Beginner to intermediate tips

17 February 2024

After a bootcamp or formal study and a thorough introduction to Python, there are some profitable avenues to pursue which, it seems, are often overlooked. Here I outline a handful of things in which I regard as being worth consideration, as they make it much easier to get useful work done with Python. These are:

  1. venv
  2. makefile
  3. pytest
  4. pydantic
  5. SQLAlchemy

venv

A venv is a handy place where you can pip install to your heart’s content while leaving your system python installation unaffected.

It is good practice to use a venv, not least as if you run into conflicting module version issues, which are thankfully less frequent than they used to be, you can always delete the venv and start again. For anything hardcore/production-y you may wish to consider pyenv virtualenv, but for hobby projects/just getting code running, getting a venv set up is very quick and easy.

In the folder you want to have the venv in, just run python -m venv venv and a folder will be created called venv which constitutes your venv.

Once your have created it you can just run (with bash or zsh) source ./venv/bin/activate to activate it. Once activated, any Python source code you run and any modules you install will use the venv rather than the system Python. To deactivate you can use deactivate; after the venv has been deactivated, running Python will run the Python on your system rather than the venv.

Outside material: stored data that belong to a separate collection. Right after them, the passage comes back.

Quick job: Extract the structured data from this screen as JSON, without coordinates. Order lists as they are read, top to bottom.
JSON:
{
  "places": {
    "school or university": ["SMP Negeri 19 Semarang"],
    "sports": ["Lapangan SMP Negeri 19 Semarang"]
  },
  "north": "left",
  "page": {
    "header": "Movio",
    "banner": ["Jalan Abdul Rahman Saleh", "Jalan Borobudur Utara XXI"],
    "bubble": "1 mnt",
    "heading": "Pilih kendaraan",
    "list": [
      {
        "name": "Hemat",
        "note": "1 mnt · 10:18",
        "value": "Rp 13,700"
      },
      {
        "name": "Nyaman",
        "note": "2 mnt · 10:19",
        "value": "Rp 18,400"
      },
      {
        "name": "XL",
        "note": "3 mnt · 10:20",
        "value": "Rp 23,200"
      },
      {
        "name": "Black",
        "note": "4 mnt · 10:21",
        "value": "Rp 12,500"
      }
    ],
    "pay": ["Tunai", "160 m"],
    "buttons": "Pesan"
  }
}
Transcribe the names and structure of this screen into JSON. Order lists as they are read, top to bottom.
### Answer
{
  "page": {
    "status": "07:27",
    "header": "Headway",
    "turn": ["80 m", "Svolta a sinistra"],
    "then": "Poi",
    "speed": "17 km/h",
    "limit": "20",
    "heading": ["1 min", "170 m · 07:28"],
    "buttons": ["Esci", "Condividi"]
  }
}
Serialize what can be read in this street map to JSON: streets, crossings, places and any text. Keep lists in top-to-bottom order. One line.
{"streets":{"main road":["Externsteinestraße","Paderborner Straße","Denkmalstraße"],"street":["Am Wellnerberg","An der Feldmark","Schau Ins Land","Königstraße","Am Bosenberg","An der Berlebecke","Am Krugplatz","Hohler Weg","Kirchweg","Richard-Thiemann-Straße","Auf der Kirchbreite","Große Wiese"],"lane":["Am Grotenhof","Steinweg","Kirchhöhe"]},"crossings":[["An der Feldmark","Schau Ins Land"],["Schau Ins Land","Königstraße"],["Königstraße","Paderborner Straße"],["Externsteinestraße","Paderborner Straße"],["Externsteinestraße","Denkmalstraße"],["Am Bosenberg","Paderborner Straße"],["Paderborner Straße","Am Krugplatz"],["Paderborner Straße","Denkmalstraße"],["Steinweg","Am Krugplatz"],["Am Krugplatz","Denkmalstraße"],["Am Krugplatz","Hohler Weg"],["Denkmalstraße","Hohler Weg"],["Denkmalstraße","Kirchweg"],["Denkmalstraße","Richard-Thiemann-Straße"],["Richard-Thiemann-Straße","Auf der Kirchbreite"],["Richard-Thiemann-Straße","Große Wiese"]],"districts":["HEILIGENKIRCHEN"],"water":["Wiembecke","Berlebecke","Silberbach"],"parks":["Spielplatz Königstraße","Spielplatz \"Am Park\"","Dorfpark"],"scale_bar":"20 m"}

One thing to bear in mind with a venv is that it is path dependent, so you can’t move it once it has been created. If you need the venv to then be in a different place, you will want to delete it and create a new one.

makefile

Makefiles are a seriously old but useful technology and offer two things:

  • a more convenient way to run commands
  • a simple DAG

Crucially they offer a nice handy place to put commands, and they can be very simple. Here is one for a dashboard written in python which uses streamlit. Typing make run is more convenient than typing python -m streamlit run dashboard.py.

.POSIX:

# Used to activate pyenv-virtualenv
project_name = kpis-dashboard
# Not used in makefile but handy for documentation purposes
python_version = 3.12.1

help:
	@echo "help here"

test:
	python -m pytest -s

activate:
	@echo pyenv activate $(project_name)

run:
	python -m streamlit run dashboard.py

format:
	find . -name '[a-z]*.py' | xargs python -m black -l 140
	find . -name '[a-z]*.ipynb' | xargs python -m black -l 140

requirements:
	pip freeze > requirements.txt

The combination makes the makefile particularly well suited to running commands that manipulate files in a chain. This combination is ideal where you might want to compile something before you run it, which is the original purpose of the makefile from the days where the majority of software in UNIX-land was written in C. Here is an example for a very simple HTTP server (which I call netpage) used on a local network. This example requires a compiled language and so go is shown:

# If run with no arguments it will build and then run

.POSIX:

# Define the name of the go binary here
GO = go
TARGET = netpage

# Run server with low priority; we use sudo so we can listen on port 80
run: $(TARGET)
	sudo nice -n 20 ./$(TARGET)

# Build if cmd/netpage/netpage.go is newer than ./netpage
netpage: cmd/$(TARGET)/$(TARGET).go
	$(GO) build cmd/$(TARGET)/$(TARGET).go

In the example above, on make run, if netpage.go is more recent than the netpage binary, it will be recompiled before it is run.

pytest

Testing with pytest is extremely easy and allows you to arbitrarily call functions, which is handy in development.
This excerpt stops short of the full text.